Facebook is sharing a new and diverse dataset with the wider AI community. In an announcement made by Venturebeat, The company says it inspires researchers using a stored, dubbed casual conversion to test its machine learning model for a bypass. The dataset consists of 3,011 people in 45,186 videos and derives its name from the fact that it includes those who provide unpublished answers to the company’s questions.
What is important about the Casual Conversation is that it includes paid actors whom Facebook has explicitly asked to share their age and gender. The company trained trained professionals to label the skin tones of those involved according to ambient lighting and the fizpatric scale, a dermatologist-developed system for classifying human skin colors. Facebook claims that the dataset is the first of its kind.
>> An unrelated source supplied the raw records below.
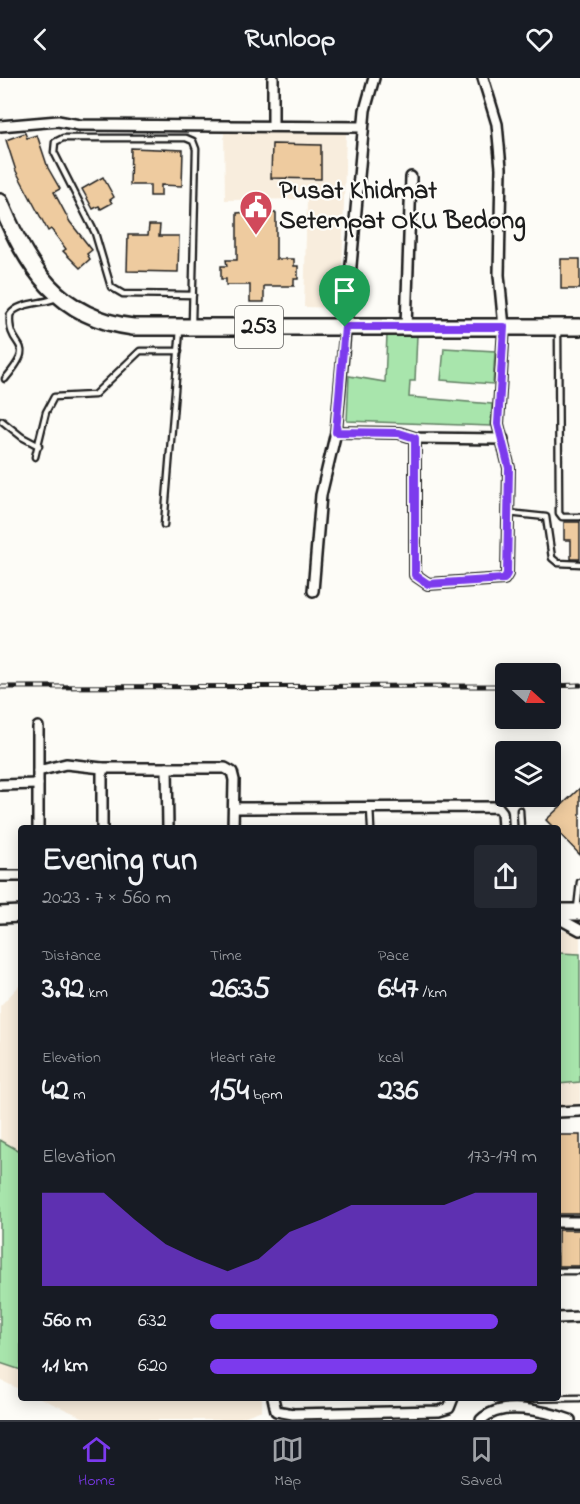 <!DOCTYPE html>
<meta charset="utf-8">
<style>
:root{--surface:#171b24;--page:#242831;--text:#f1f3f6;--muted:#9ea1a6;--line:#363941;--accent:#7c3aed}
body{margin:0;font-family:"Indie Flower",sans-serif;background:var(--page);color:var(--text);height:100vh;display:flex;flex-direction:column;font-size:22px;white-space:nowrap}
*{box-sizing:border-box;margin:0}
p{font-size:20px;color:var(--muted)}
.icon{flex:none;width:33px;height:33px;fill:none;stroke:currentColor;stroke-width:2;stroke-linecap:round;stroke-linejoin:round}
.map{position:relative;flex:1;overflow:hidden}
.side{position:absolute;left:18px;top:747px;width:543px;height:576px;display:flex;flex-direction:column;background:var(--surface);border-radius:6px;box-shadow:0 3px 15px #0003}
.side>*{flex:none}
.needle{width:39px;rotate:111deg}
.fabs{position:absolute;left:495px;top:585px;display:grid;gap:12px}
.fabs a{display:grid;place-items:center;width:66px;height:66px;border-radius:6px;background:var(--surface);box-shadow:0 3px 15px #0003;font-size:30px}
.pin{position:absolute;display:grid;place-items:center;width:51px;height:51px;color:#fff;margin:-62px -26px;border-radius:50% 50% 50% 0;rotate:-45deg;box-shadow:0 0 6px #0007}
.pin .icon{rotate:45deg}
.round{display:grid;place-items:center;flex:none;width:63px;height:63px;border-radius:6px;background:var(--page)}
.head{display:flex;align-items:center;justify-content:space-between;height:102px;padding:0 24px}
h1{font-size:33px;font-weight:700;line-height:45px}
.figures{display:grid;grid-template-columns:repeat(3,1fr);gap:9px;height:102px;padding:6px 24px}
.figures div{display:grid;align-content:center}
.figures b{font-size:30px;font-weight:700}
.figures small{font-size:16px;font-weight:400}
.figures p{font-size:16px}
.chart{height:168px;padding:12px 24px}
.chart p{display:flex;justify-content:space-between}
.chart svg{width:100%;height:108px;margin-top:6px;fill:var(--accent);opacity:.7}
ul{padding:0 24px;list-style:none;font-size:20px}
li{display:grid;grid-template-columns:96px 72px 1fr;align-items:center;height:45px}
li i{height:15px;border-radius:8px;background:var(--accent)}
header{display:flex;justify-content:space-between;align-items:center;height:78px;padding:0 24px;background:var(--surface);font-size:27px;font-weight:700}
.menu{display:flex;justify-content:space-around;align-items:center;height:84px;border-top:2px solid var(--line);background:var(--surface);font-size:16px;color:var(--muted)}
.menu a{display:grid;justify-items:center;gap:3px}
.menu .selected{color:var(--accent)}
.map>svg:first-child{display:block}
</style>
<header><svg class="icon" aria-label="back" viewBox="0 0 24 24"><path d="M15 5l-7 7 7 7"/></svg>Runloop<svg class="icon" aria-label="heart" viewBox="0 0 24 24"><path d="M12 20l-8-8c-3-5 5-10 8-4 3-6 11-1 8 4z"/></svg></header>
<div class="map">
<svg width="580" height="1342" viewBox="0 0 580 1342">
<rect width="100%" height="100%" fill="#fdfcf7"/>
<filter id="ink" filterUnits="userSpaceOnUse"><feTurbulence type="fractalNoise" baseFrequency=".0167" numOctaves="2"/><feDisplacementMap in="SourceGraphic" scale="12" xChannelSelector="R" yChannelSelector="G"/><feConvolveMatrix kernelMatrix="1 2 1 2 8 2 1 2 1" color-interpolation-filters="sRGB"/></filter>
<g filter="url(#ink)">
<!-- built -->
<g fill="#f8eddd">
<polygon points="224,52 346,55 341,230 304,229 307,121 225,122"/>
<polygon points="558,853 573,853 580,857 580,1027 558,1028"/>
<polygon points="21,906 21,1312 0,1302 0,928"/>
<polygon points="40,1320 262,1320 262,1332 235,1342 89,1342"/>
</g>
<!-- green -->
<g fill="#a8e5ac" stroke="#628064" stroke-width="1.5">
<polygon points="387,256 417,257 415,303 410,303 409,319 492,326 491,348 347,343 349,298 385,304"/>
<polygon points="444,270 495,273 493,306 441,302"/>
<polygon points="558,875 580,876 580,1004 558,1006"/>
<polygon points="0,1062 21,1074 21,1292 0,1285"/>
</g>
<!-- building -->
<g fill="#eecb9f" stroke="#1c1c1c" stroke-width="1.5">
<polygon points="25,55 27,60 37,57 48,90 60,111 54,114 70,144 92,172 87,176 90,181 80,190 63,173 66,171 51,151 48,153 16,93 6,62"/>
<polygon points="272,66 321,67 321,101 271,100"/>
<polygon points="131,70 183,72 182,108 161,107 161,118 150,118 150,107 130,107"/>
<polygon points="103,99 114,119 110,122 112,125 101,131 99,128 93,131 82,111"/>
<polygon points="263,124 263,135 276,135 276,181 294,181 294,188 298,188 298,201 294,201 294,208 264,208 264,224 250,224 250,207 226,207 226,201 221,201 221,188 227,188 226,182 237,182 237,135 250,134 250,125"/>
<polygon points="149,147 160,147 159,158 179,158 178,194 127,193 128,157 148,157"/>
<rect x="561" y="181" width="19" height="30"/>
<polygon points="564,444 580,444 580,481 571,481 571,462 564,462"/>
<polygon points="580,710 580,777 558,754 558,750 554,750 546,742"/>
<rect x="558" y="1057" width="22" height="79"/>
<rect x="558" y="1152" width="22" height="36"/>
</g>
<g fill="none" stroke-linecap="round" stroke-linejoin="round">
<!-- service casing -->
<g stroke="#1c1c1c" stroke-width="9">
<g id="service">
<polyline points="192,245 196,71 193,63 186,60 63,60 55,64 54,74 95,155 111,209 123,216 193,217"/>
<polyline points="558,251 559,435 562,439 580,439"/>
<path d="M5 301C40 260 7 274 10 237 18 224 43 226 57 220"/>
<polyline points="2,343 22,359 39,368"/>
<polyline points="35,379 46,334 54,319 94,317 140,273 179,273"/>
<polyline points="508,435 546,439 552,480 558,485 580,486"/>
<polyline points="164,447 180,252"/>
<polyline points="370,729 371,750"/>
<polyline points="520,732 521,750"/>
<polyline points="577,831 580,804"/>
<polyline points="558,1193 580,1193"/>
<polyline points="497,1321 580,1320"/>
</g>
</g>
<!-- minor casing -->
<g stroke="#1c1c1c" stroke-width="14">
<g id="minor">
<polyline points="0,48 58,43 79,47 363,49"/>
<polyline points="273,48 273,0"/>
<polyline points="406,249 411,99"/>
<polyline points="336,354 399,355 415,360 503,361"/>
<polyline points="415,360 415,497 428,506 504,501 507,496 509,390 498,346 504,249 499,197 501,90 497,46 483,0"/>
<polyline points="313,513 321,417 336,354 365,32 374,0"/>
<polyline points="102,690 102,750"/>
<polyline points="167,690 168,750"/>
<polyline points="38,693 66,686 102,690 225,690 232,694 234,702 233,750"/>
<polyline points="0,707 38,706"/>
<polyline points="234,730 498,729 502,734 503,750"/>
<polyline points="38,750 38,649"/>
<polyline points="0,798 21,798"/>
<polyline points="558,840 580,852"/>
<polyline points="558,1034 580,1033"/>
<polyline points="558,1144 580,1144"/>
<polyline points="558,1240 580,1239"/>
<polyline points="273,1320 276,1333 293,1336 439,1333 449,1330 453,1320"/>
<path d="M481 1342C501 1322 546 1333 570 1342"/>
</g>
</g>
<!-- primary casing -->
<g stroke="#1c1c1c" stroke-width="20">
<g id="primary">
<path d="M0 124C27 189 58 240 133 249H580"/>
<polyline points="558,834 580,834"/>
<polyline points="0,837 21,836"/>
</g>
</g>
<!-- service -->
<use href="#service" stroke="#fdfcf7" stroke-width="4.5"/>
<!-- minor -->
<use href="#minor" stroke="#fdfcf7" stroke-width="9"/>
<!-- primary -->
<use href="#primary" stroke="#fdfcf7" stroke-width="15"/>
<!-- rail casing -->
<g stroke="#1c1c1c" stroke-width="5">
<g id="rail">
<polyline points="550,608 580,607"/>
<polyline points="0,609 506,608"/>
</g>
</g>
<!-- rail -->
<use href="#rail" stroke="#fdfcf7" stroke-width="3" stroke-dasharray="9" stroke-linecap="butt"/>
</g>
</g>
<g fill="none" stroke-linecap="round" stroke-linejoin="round" filter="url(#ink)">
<!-- route casing -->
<g stroke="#fff" stroke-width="12">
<polygon id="route" points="345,249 504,249 498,346 509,390 507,496 504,501 428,506 415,497 415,360 399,355 336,354"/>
</g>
<!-- route -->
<use href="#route" stroke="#7c3aed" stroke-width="8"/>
</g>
<!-- icons -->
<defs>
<g id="civic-pin" transform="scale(1.725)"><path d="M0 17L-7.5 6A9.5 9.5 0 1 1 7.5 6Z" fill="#d1495b" stroke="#fdfcf7"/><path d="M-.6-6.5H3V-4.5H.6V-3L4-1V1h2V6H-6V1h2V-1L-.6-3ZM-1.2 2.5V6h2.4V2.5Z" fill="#fff"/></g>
</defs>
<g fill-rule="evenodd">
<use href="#civic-pin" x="256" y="129"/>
</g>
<g text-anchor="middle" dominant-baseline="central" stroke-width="4.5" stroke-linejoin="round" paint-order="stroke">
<!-- shield labels -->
<rect fill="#fdfcf7" stroke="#605f5e" stroke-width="1.5" x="235" y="228" width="48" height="42" rx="4.5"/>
<g font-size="24" font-weight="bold" fill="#1c1c1c">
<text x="259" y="249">253</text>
</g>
<!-- poi labels -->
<g font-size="26" font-weight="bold" fill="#1c1c1c" stroke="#fdfcf7" text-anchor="start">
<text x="279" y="114">Pusat Khidmat<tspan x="279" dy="30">Setempat OKU Bedong</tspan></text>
</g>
</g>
</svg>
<div class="fabs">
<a><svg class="needle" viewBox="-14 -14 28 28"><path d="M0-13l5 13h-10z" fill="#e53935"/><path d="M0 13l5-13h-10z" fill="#9ea1a6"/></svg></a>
<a><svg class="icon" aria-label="layers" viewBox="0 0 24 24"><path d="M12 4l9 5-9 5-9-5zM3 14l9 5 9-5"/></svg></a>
</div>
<div class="pin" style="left:345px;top:249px;background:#1e9e55"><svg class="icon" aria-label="arrive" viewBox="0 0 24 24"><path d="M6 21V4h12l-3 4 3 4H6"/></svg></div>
<section class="side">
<div class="head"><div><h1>Evening run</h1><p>20:23 · 7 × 560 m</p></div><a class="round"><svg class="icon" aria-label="share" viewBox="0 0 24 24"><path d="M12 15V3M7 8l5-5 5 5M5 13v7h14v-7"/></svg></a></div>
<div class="figures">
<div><p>Distance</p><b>3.92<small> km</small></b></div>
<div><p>Time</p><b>26:35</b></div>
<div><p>Pace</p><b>6:47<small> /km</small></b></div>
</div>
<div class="figures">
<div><p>Elevation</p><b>42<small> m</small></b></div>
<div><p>Heart rate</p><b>154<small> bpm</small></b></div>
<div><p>kcal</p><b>236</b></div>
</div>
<div class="chart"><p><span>Elevation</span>173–179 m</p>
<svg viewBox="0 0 160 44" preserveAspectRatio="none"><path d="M0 44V6L10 6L20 6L30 17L40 27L50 33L60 38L70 33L80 22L90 17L100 11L110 11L120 11L130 11L140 6L150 6L160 6V44z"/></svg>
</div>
<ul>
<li><b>560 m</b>6:32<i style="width:88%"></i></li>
<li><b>1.1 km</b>6:20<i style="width:100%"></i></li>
</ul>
</section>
</div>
<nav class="menu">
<a class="selected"><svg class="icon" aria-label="home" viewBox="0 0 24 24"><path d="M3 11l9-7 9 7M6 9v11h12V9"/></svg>Home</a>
<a><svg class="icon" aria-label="map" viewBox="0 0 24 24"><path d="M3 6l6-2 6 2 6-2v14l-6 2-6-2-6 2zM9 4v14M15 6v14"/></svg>Map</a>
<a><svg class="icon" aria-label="saved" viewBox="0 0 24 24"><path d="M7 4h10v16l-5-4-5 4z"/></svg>Saved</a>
</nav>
You don’t have to look far to find examples of prejudice in artificial intelligence. A recent study found that facial recognition and analysis programs such as Face ++ would display black men’s faces as angrier than their white counterparts, even though both men were smiling. The same flaws have worked in consumer-facing AI software. In 2015, Google intercepted photos of software engineer Jackie Alini after using an app and found that the app was misrepresenting her black friends as “gorillas”. You can use dataset organizations to train your software for many of those problems, and that’s where such initiatives can help. A recent MIT study of popular machine learning datasets found that about 3.4 percent of the data in those collections was either inaccurate or inaccurate.
Although Facebook describes casual conversations as a “good, bold first step,” it believes that the dataset is not correct. To begin with, it only includes people from the United States. The company also did not ask participants to identify their origins, and when it came to gender, the only options they had were “men,” “women” and “others”. However, from next year, it plans to make the dataset more inclusive.